Segment Start: Data records
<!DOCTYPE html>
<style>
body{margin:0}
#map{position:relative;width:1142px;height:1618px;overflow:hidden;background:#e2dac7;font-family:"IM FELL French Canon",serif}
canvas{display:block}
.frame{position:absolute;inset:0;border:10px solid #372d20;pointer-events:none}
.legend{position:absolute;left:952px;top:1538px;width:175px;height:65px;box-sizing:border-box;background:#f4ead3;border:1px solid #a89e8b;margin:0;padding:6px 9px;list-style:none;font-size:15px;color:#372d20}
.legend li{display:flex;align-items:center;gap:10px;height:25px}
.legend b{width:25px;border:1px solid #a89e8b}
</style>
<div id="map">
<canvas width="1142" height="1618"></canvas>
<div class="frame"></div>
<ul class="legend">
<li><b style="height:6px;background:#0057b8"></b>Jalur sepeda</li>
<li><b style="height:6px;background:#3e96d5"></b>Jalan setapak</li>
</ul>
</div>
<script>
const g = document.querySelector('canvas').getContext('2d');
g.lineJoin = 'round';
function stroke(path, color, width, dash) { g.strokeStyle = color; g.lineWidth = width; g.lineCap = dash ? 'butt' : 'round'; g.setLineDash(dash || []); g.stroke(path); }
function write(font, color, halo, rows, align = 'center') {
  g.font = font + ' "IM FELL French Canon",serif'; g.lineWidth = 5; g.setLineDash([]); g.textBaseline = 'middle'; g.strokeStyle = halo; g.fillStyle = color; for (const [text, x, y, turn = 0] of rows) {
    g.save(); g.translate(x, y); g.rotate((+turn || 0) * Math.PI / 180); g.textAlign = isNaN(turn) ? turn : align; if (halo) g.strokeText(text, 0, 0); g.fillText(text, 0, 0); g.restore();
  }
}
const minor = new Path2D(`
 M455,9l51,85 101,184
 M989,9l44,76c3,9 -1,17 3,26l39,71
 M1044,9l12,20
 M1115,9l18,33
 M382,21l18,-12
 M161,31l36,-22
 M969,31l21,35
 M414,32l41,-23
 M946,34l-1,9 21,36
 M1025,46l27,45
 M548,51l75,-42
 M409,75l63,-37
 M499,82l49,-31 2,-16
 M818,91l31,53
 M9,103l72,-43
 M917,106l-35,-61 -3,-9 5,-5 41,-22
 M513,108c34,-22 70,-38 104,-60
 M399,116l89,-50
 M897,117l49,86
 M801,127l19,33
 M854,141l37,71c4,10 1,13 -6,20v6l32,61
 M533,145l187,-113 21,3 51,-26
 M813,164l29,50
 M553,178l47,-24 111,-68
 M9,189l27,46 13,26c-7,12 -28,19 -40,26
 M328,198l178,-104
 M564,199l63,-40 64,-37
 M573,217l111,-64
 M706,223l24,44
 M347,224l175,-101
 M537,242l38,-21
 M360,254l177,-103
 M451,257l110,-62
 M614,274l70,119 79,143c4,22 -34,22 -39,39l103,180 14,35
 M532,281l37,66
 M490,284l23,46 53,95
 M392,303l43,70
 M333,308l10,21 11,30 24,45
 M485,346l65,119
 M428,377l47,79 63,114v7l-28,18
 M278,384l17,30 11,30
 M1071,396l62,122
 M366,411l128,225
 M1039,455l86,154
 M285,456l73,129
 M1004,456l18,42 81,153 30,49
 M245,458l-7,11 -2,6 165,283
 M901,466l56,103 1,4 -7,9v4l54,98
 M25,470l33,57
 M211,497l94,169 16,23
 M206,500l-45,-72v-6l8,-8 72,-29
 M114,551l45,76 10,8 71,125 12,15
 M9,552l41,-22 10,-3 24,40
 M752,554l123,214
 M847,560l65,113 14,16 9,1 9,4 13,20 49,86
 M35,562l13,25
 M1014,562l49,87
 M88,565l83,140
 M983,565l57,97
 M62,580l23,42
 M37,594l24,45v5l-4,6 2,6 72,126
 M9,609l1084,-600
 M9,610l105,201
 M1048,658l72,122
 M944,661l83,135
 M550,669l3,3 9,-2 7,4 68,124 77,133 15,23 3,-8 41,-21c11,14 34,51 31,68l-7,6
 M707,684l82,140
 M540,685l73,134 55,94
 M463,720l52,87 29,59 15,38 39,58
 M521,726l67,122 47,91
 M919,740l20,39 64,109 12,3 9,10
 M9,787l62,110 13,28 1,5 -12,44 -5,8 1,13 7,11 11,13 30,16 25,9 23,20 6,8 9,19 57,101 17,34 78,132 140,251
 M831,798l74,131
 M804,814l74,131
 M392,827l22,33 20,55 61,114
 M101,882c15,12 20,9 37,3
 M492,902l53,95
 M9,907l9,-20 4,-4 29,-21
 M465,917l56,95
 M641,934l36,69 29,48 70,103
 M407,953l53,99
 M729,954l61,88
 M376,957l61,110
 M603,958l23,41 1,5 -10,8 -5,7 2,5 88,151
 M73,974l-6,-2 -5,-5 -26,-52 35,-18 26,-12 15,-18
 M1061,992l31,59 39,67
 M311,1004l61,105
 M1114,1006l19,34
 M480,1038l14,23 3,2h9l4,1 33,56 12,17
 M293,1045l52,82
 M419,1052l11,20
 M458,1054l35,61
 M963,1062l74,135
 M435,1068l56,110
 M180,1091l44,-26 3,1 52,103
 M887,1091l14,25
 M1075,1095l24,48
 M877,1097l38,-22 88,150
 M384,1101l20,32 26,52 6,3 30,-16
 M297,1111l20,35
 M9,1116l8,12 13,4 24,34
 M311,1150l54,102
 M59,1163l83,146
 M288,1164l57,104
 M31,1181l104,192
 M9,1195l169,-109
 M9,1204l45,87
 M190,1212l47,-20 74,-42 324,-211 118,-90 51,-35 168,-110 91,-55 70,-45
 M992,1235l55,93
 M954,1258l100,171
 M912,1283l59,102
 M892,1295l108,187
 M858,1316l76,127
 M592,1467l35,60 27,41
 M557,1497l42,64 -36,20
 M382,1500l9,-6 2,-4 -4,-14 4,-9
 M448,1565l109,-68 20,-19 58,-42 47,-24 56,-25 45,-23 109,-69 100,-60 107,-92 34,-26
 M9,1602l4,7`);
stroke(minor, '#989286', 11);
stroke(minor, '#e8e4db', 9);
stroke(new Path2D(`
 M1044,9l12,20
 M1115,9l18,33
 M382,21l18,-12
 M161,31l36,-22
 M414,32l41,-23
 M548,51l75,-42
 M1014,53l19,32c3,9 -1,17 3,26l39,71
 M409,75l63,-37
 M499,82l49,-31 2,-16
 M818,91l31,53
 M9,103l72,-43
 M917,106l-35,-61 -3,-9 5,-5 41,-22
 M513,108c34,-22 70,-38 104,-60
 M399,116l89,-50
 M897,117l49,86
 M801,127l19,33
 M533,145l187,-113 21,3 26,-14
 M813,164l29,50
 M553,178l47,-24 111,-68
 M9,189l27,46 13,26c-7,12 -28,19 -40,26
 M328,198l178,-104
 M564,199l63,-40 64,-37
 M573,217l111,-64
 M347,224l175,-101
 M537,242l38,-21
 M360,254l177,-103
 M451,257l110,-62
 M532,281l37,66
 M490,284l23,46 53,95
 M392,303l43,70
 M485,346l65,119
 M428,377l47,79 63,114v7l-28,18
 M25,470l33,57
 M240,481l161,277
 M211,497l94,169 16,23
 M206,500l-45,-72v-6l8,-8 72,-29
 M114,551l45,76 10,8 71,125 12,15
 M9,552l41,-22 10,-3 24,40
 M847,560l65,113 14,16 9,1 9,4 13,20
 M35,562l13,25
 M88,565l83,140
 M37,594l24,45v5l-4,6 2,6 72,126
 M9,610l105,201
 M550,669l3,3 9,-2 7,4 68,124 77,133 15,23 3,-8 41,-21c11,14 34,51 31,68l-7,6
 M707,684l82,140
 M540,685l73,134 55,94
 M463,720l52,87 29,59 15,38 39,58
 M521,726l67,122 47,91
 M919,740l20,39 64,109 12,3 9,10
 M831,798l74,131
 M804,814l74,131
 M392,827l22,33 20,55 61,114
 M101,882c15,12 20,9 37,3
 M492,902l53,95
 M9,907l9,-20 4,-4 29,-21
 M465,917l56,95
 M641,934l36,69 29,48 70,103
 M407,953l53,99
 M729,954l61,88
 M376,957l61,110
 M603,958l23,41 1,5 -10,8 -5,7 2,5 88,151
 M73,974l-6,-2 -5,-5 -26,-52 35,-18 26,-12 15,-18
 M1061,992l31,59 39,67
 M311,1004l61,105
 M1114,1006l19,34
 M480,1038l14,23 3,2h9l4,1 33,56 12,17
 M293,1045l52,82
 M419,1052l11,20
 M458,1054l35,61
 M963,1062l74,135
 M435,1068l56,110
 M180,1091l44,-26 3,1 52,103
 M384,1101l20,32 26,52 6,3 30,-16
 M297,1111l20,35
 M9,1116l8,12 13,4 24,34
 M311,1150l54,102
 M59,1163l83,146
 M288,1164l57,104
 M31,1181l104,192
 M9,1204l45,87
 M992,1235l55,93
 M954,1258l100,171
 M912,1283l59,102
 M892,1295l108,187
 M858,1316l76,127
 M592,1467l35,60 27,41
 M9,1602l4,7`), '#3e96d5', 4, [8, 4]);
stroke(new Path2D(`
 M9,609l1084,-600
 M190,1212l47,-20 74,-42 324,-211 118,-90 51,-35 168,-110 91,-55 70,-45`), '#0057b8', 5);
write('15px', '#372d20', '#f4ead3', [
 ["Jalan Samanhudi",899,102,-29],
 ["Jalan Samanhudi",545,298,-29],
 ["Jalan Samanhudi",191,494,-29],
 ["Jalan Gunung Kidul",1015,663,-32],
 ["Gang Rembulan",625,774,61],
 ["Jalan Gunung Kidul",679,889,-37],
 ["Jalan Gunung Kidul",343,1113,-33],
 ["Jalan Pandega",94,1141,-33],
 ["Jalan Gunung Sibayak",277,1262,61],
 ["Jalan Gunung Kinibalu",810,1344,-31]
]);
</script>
Segment End: Data records
What the task asks = Could you set down, word for word, only the lines above from the line with "M1048,658l72,122" to the line with "M382,1500l9,-6 2,-4 -4,-14 4,-9", including both?

Answer section =
 M1048,658l72,122
 M944,661l83,135
 M550,669l3,3 9,-2 7,4 68,124 77,133 15,23 3,-8 41,-21c11,14 34,51 31,68l-7,6
 M707,684l82,140
 M540,685l73,134 55,94
 M463,720l52,87 29,59 15,38 39,58
 M521,726l67,122 47,91
 M919,740l20,39 64,109 12,3 9,10
 M9,787l62,110 13,28 1,5 -12,44 -5,8 1,13 7,11 11,13 30,16 25,9 23,20 6,8 9,19 57,101 17,34 78,132 140,251
 M831,798l74,131
 M804,814l74,131
 M392,827l22,33 20,55 61,114
 M101,882c15,12 20,9 37,3
 M492,902l53,95
 M9,907l9,-20 4,-4 29,-21
 M465,917l56,95
 M641,934l36,69 29,48 70,103
 M407,953l53,99
 M729,954l61,88
 M376,957l61,110
 M603,958l23,41 1,5 -10,8 -5,7 2,5 88,151
 M73,974l-6,-2 -5,-5 -26,-52 35,-18 26,-12 15,-18
 M1061,992l31,59 39,67
 M311,1004l61,105
 M1114,1006l19,34
 M480,1038l14,23 3,2h9l4,1 33,56 12,17
 M293,1045l52,82
 M419,1052l11,20
 M458,1054l35,61
 M963,1062l74,135
 M435,1068l56,110
 M180,1091l44,-26 3,1 52,103
 M887,1091l14,25
 M1075,1095l24,48
 M877,1097l38,-22 88,150
 M384,1101l20,32 26,52 6,3 30,-16
 M297,1111l20,35
 M9,1116l8,12 13,4 24,34
 M311,1150l54,102
 M59,1163l83,146
 M288,1164l57,104
 M31,1181l104,192
 M9,1195l169,-109
 M9,1204l45,87
 M190,1212l47,-20 74,-42 324,-211 118,-90 51,-35 168,-110 91,-55 70,-45
 M992,1235l55,93
 M954,1258l100,171
 M912,1283l59,102
 M892,1295l108,187
 M858,1316l76,127
 M592,1467l35,60 27,41
 M557,1497l42,64 -36,20
 M382,1500l9,-6 2,-4 -4,-14 4,-9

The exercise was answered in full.